All of this has me wondering.  Lets say that one really did decide to not look any deeper and just trained with their Korean (or Korean lineage) instructors their entire martial arts career.  Would the "Korean way" of doing forms provide enough "meat" to sustain a person with a desire to study in depth and long term?  Do KMA, ultimately, have the depth to really enrich their advance practice?


----------



## exile

upnorthkyosa said:


> All of this has me wondering.  Lets say that one really did decide to not look any deeper and just trained with their Korean (or Korean lineage) instructors their entire martial arts career.  Would the "Korean way" of doing forms provide enough "meat" to sustain a person with a desire to study in depth and long term?  Do KMA, ultimately, have the depth to really enrich their advance practice?



Good question, UpN.

I'll defer to those of you who've been doing KMAs for a good deal longer than the measely five years I've been doing TKD. What's you folks' take on this question?


----------



## JWLuiza

exile said:


> Good question, UpN.
> 
> I'll defer to those of you who've been doing KMAs for a good deal longer than the measely five years I've been doing TKD. What's you folks' take on this question?
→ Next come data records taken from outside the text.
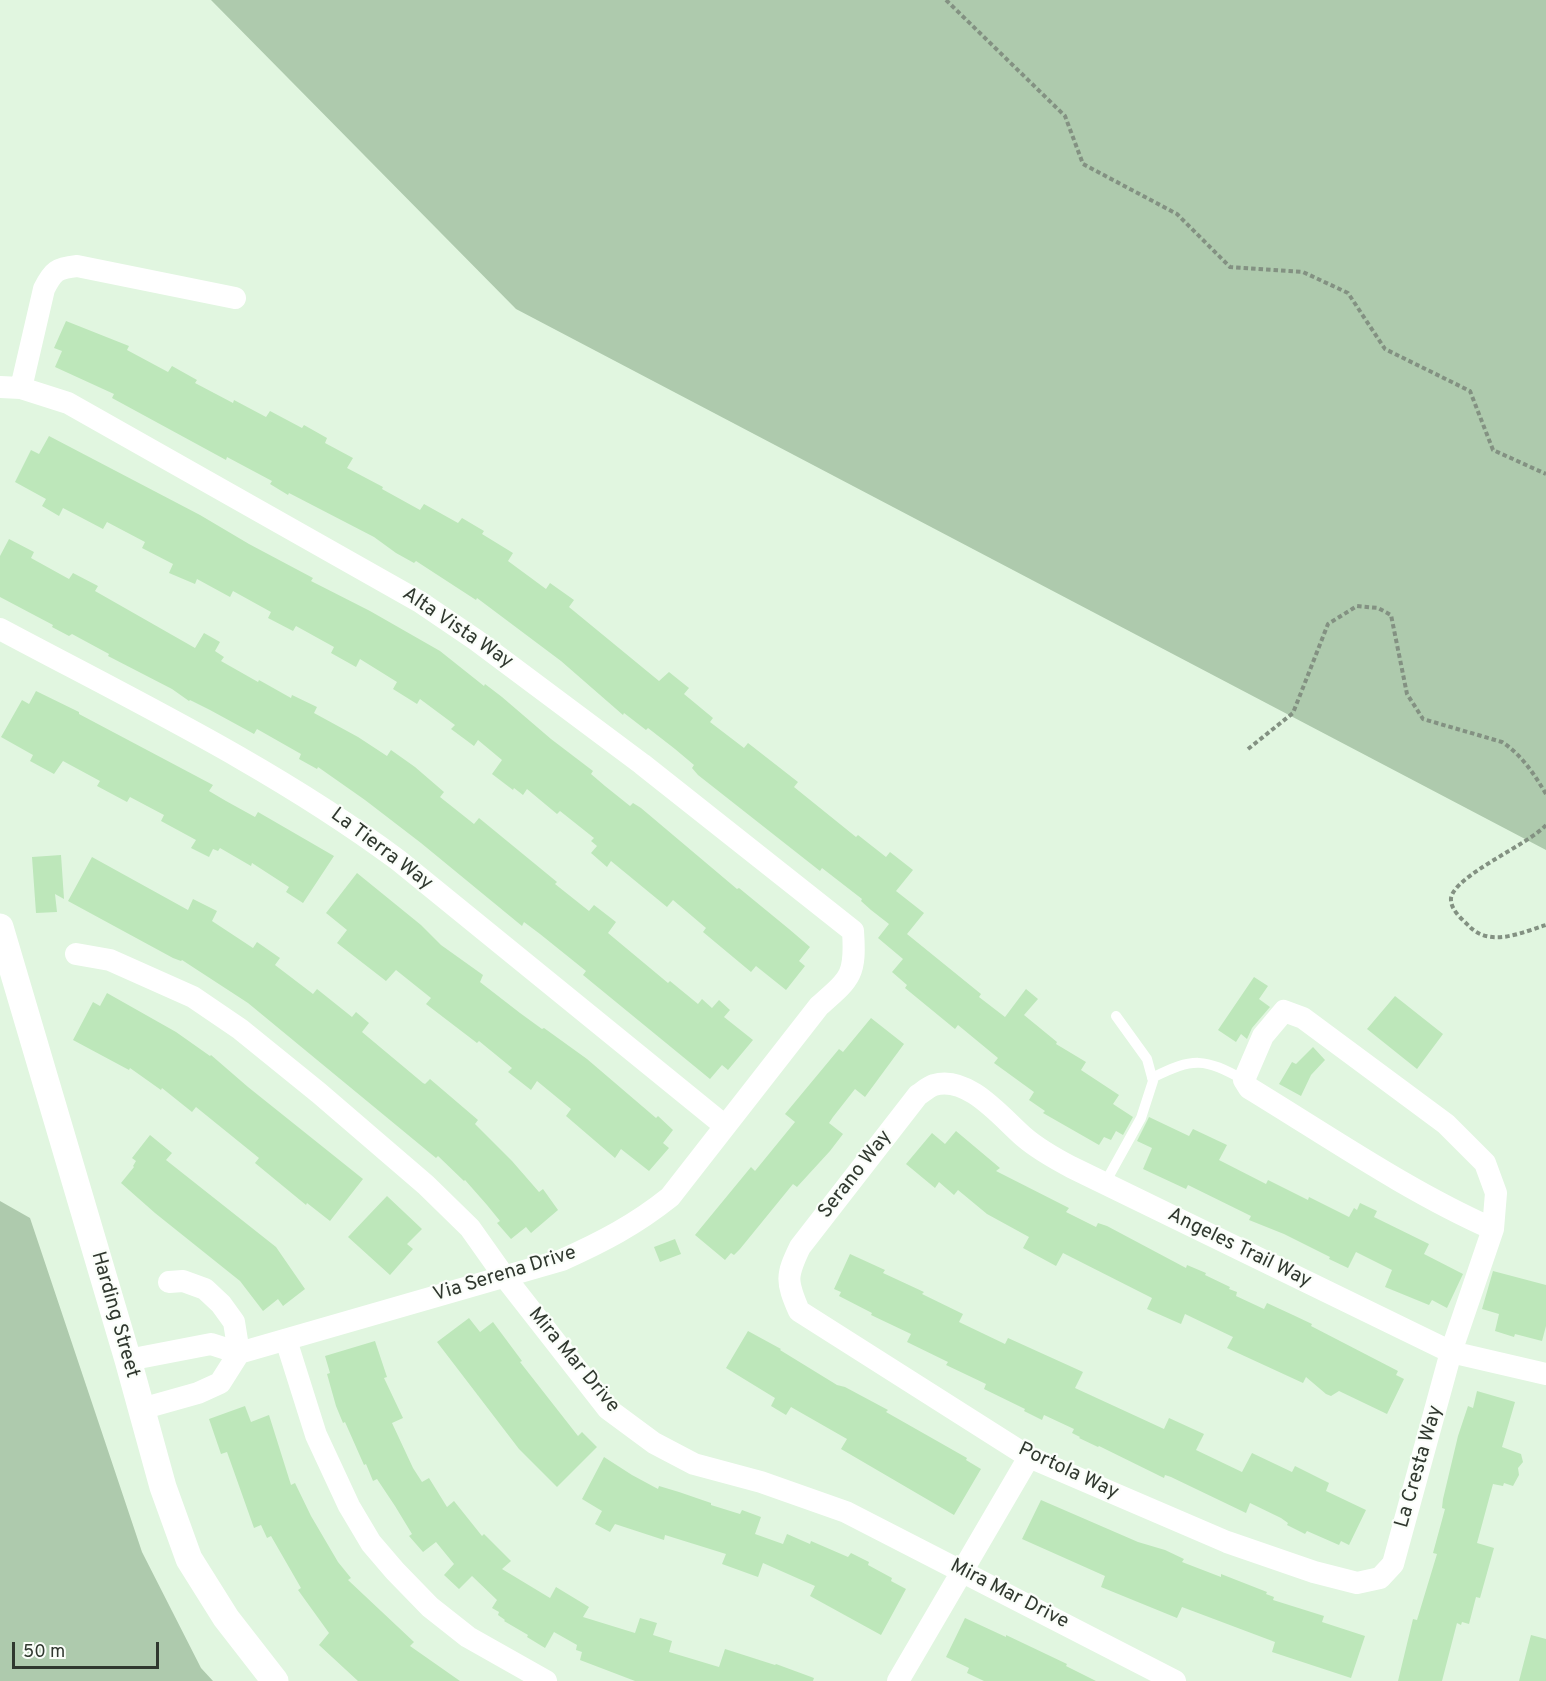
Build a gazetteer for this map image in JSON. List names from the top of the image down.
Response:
{
  "streets": {
    "street": [
      "Alta Vista Way",
      "La Tierra Way",
      "Serano Way",
      "Angeles Trail Way",
      "Via Serena Drive",
      "Harding Street",
      "Mira Mar Drive",
      "La Cresta Way",
      "Portola Way"
    ]
  },
  "crossings": [
    ["Alta Vista Way", "Via Serena Drive"],
    ["La Tierra Way", "Via Serena Drive"],
    ["Serano Way", "Angeles Trail Way"],
    ["Serano Way", "Portola Way"],
    ["Angeles Trail Way", "La Cresta Way"],
    ["Via Serena Drive", "Mira Mar Drive"],
    ["La Cresta Way", "Portola Way"]
  ],
  "scale_bar": "50 m"
}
I've been at it for 16 years and I'd say around 10 years into it, most of our black belts start researching other arts to fill in the gaps.  The shotokan tapes that show bunkai are more for technique than application.  The Korean applications are simple, but there is sooooo much more.  For my friends third degree, he created a form using Chin na, Long Fist, Tang Soo Do, and Goju principles and he created a traditional form.  I think doing this is a great way to start thinking about the traditional forms... Since he worked from applications to Form for his own, it added depth to the knowledge for working from form to application.  
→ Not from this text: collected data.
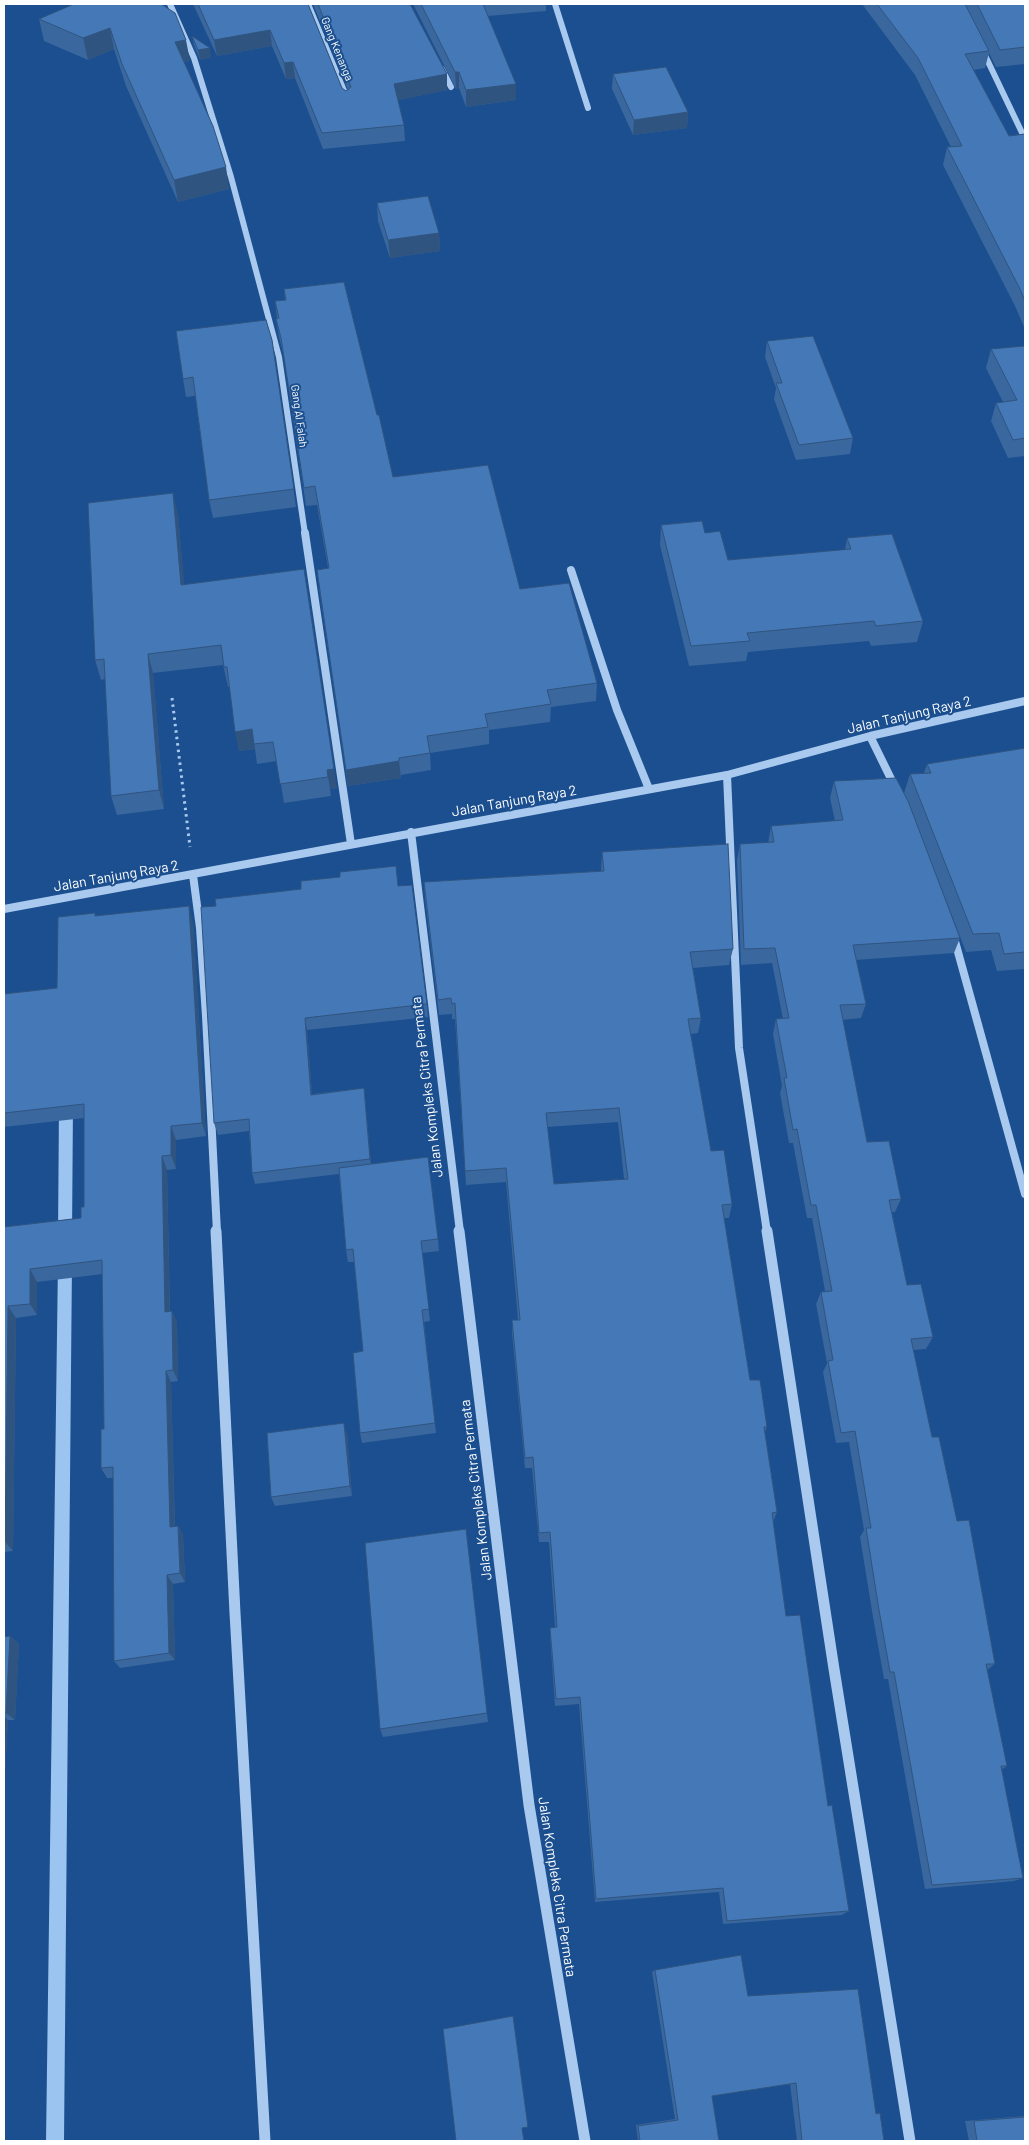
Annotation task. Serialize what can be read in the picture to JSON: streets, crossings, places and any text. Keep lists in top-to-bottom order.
{
  "streets": {
    "street": [
      "Gang Kenanga",
      "Gang Al Falah",
      "Jalan Tanjung Raya 2",
      "Jalan Kompleks Citra Permata"
    ]
  },
  "crossings": [
    ["Gang Al Falah", "Jalan Tanjung Raya 2"],
    ["Jalan Tanjung Raya 2", "Jalan Kompleks Citra Permata"]
  ]
}
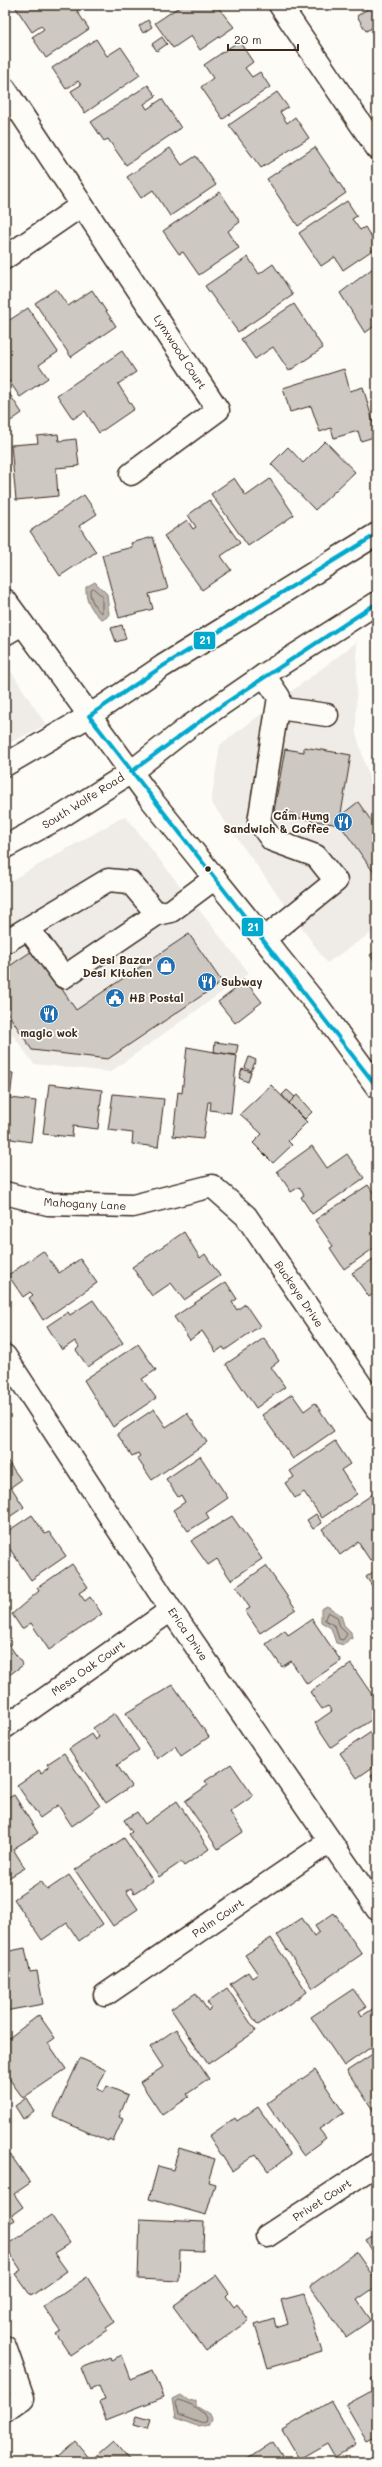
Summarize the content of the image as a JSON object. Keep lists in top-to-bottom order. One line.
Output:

BTW, Master Penfil, I'm working on getting you a copy of this advanced exam...


----------



## Master Jay S. Penfil

upnorthkyosa said:


> All of this has me wondering. Lets say that one really did decide to not look any deeper and just trained with their Korean (or Korean lineage) instructors their entire martial arts career. Would the "Korean way" of doing forms provide enough "meat" to sustain a person with a desire to study in depth and long term? Do KMA, ultimately, have the depth to really enrich their advance practice?


 
Good question John...

I'll answer it with a couple of questions; 
(A) When is the last time you saw a KMA practitioner spar with the techniques that came out of their hyung?

(B) Why spend so many years learning the hyung, training them to death, but never using the contents to fight with (in or out of the dojang)?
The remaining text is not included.